The majority of T-cell LGL cases will manifest a normal karyotype. Fewer than 10% of cases will exhibit karyotypic abnormalities, which include trisomies of chromosomes 3, 8, and 14, deletions of chromosomes 6 and 5q, and inversions of 12p and 14q.
The management of asymptomatic patients with this disorder is careful observation.
The indications for treating patients with T-cell LGL leukemia are the development of recurrent infections, severe neutropenia, symptomatic anemia or thrombocytopenia, symptomatic splenomegaly, and the presence of B-symptoms.
The improvement of symptoms secondary to therapy may occur despite the failure to normalize neutrophil counts. Similarly, the failure to eradicate the malignant leukemic clone with therapy does not prevent improvements in underlying cytopenias.
Low-dose methotrexate at 10 mg/m2 per week has been effective in inducing responses. Approximately 50% of patients with T-cell LGL leukemia who are treated with single-agent methotrexate develop a complete response; however, patients may require indefinite treatment to maintain sustained responses.
Cyclophosphamide at 50 to 100 mg daily or cyclosporine A at 5 to 10 mg/kg daily are also effective therapeutic alternatives to methotrexate. Treatment should be continued for at least 4 months prior to altering the therapeutic regimen for lack of response.
Monotherapy with corticosteroids has activity in treating this disorder, but response duration seems to be less than with methotrexate, cyclosporine A, or cyclophosphamide alone. However, resolution of B symptoms and hematologic improvements may be more rapid if corticosteroids are used in combination with methotrexate or cyclophosphamide during the first month of therapy. Due to adverse side effects, prolonged administration (>1 month) of high-dose corticosteroids is not usually recommended. Prophylactic use of antibiotics can be beneficial, especially in patients with severe neutropenia, with concurrent corticosteroid treatment.

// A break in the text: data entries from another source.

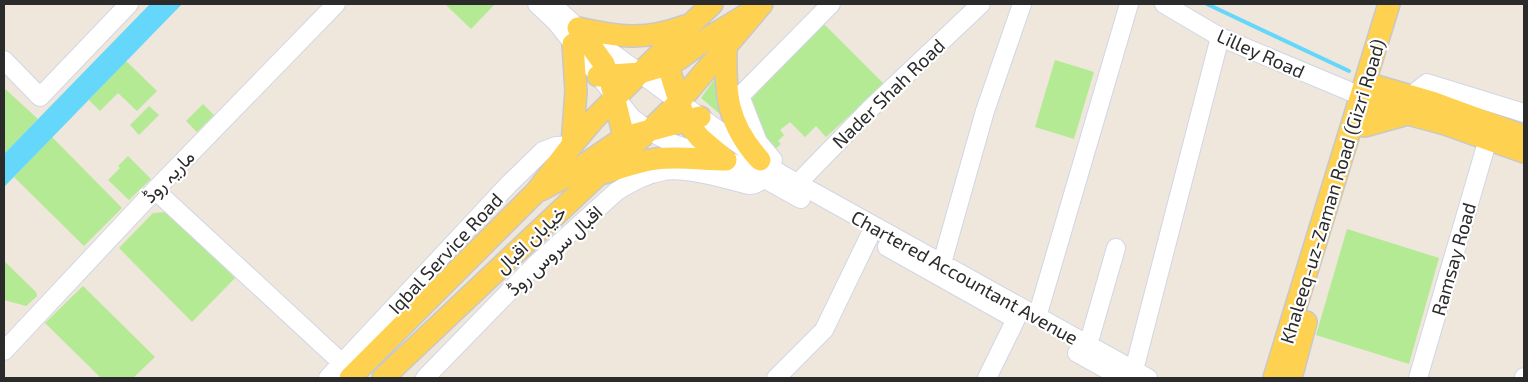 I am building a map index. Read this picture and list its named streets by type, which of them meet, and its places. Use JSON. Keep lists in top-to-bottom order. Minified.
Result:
{"streets":{"main road":["Lilley Road","Khaleeq-uz-Zaman Road (Gizri Road)","خیابان اقبال"],"street":["Nader Shah Road","ماریہ روڈ","اقبال سروس روڈ","Iqbal Service Road","Ramsay Road","Chartered Accountant Avenue"]},"crossings":[["Lilley Road","Khaleeq-uz-Zaman Road (Gizri Road)"],["Lilley Road","Ramsay Road"],["Nader Shah Road","Chartered Accountant Avenue"],["خیابان اقبال","Iqbal Service Road"]]} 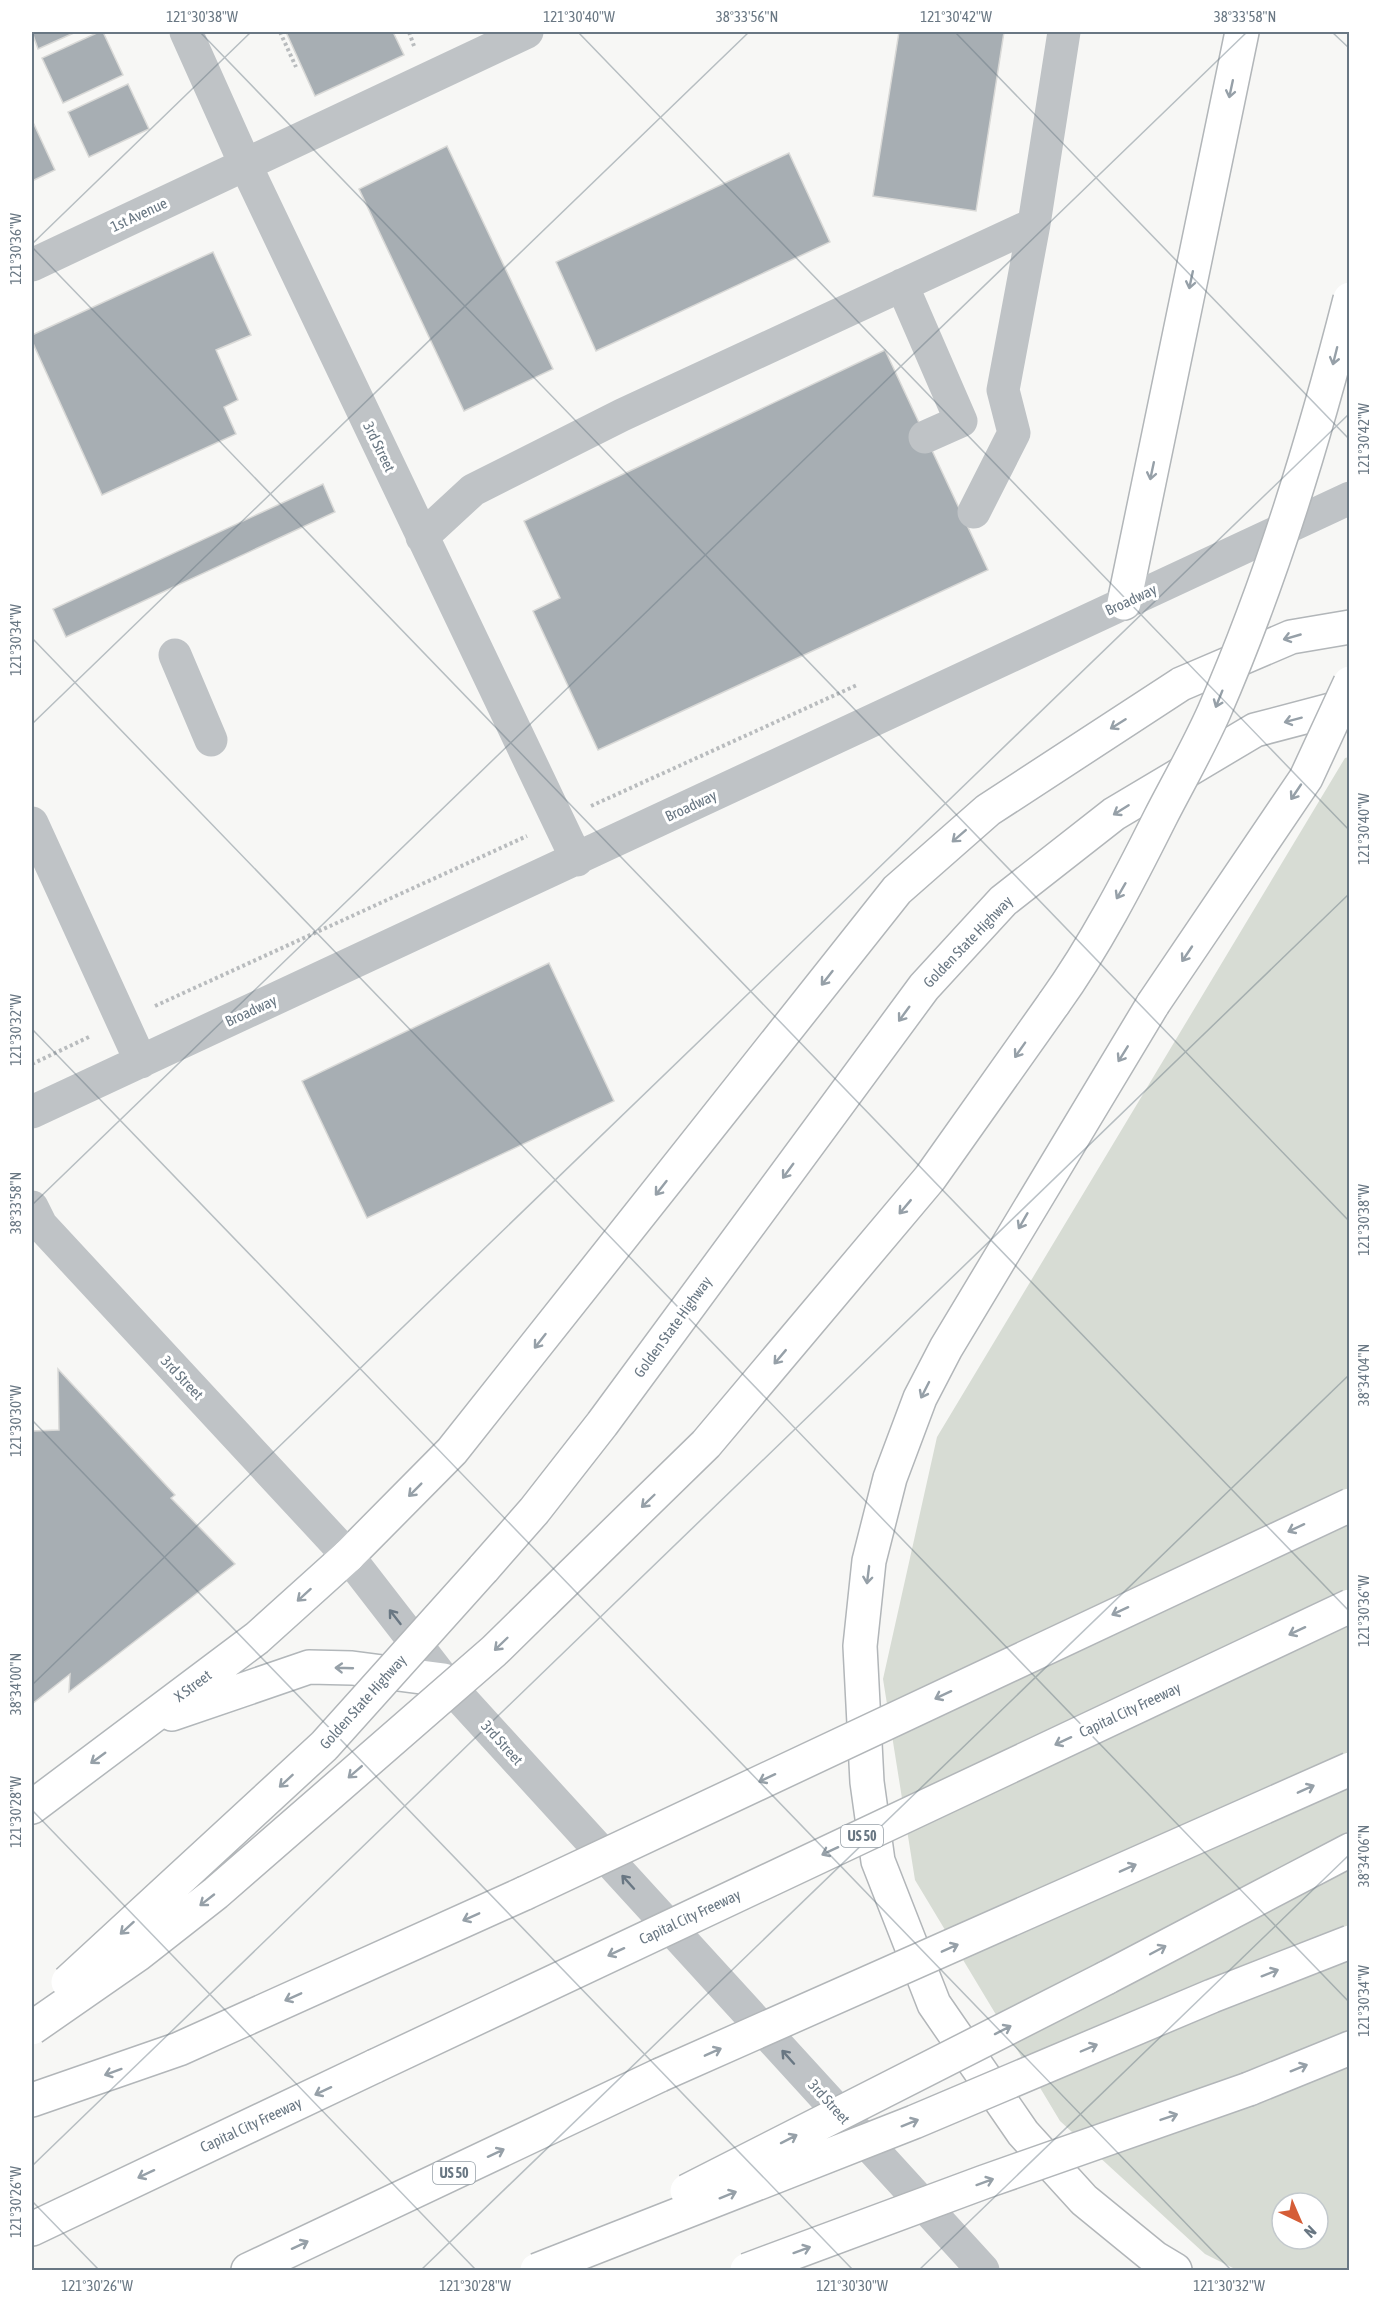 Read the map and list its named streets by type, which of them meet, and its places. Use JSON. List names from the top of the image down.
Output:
{
  "streets": {
    "main road": [
      "Golden State Highway",
      "X Street",
      "Capital City Freeway",
      "US 50"
    ],
    "street": ["1st Avenue", "3rd Street", "Broadway"]
  },
  "crossings": [
    ["1st Avenue", "3rd Street"],
    ["3rd Street", "Broadway"],
    ["3rd Street", "X Street"]
  ],
  "one_way": ["3rd Street"],
  "north": "bottom right",
  "coordinates": [
    "121°30'38\"W",
    "121°30'40\"W",
    "38°33'56\"N",
    "121°30'42\"W",
    "38°33'58\"N",
    "121°30'36\"W",
    "121°30'34\"W",
    "121°30'32\"W",
    "38°34'04\"N",
    "121°30'30\"W",
    "38°34'00\"N",
    "121°30'28\"W",
    "38°34'06\"N",
    "121°30'26\"W"
  ]
} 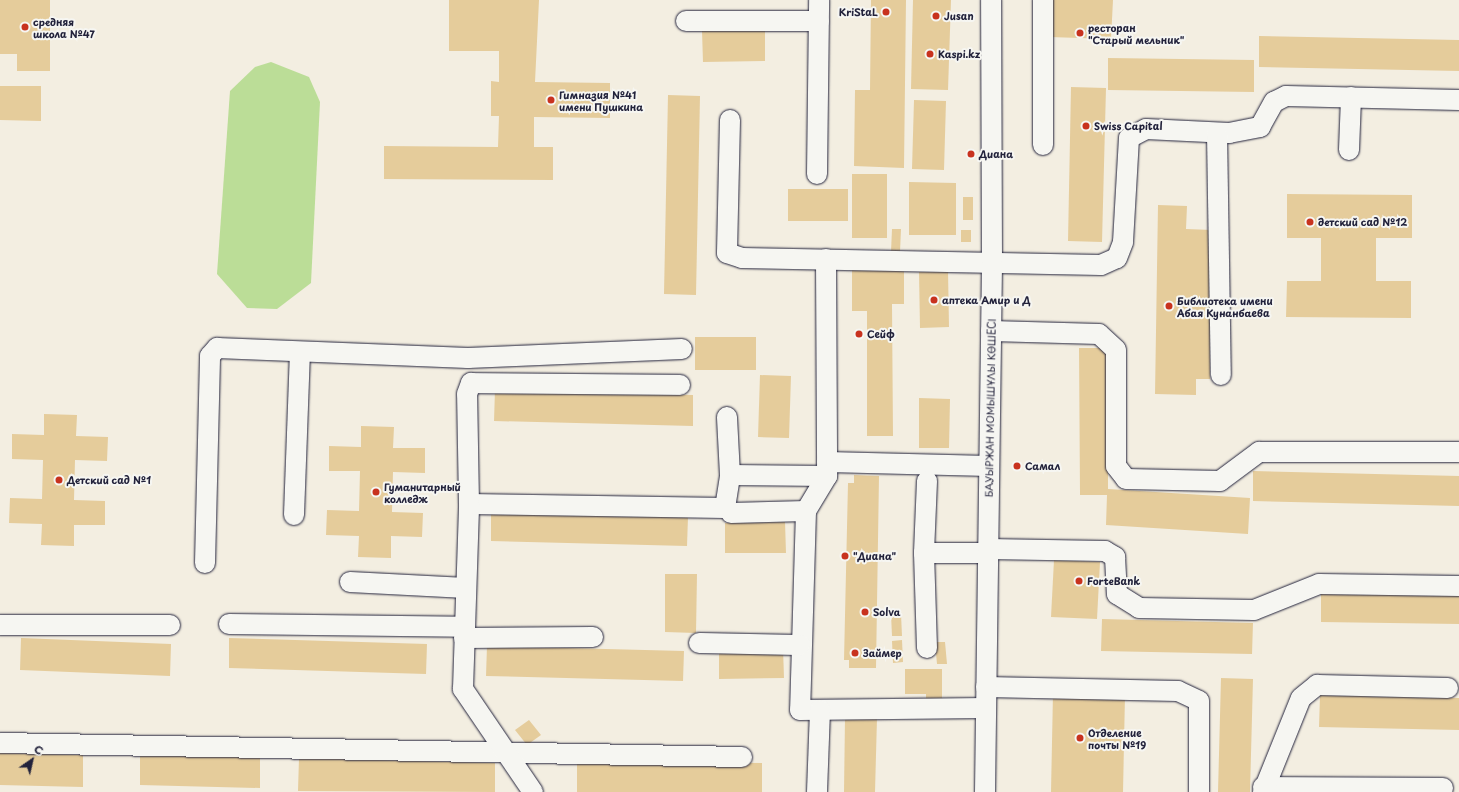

Osuji et al reported the expression of CD52 on all abnormal cells in patients with T-cell LGL leukemia and NK-cell leukemia using flow cytometry. Anecdotal reports describe the successful use of alemtuzumab, an anti-CD52 humanized monoclonal antibody (Campath®), in the therapy of refractory T-cell LGL leukemia. Currently, a single phase II study sponsored by the National Heart, Blood, and Lung Institute is evaluating the efficacy and safety of alemtuzumab for the first-line treatment of T-cell LGL leukemia. Alemtuzumab at 10 mg per day is administered intravenously for 10 days. Response rates will be assessed at 3 months.
Durable responses have been anecdotally reported with the use of second-line therapies such as fludarabine, chlorodeoxyadenosine, and deoxycoformycin.
The 5-year survival has been noted as 89% in at least one study from France of 201 patients with T-LGL leukemia.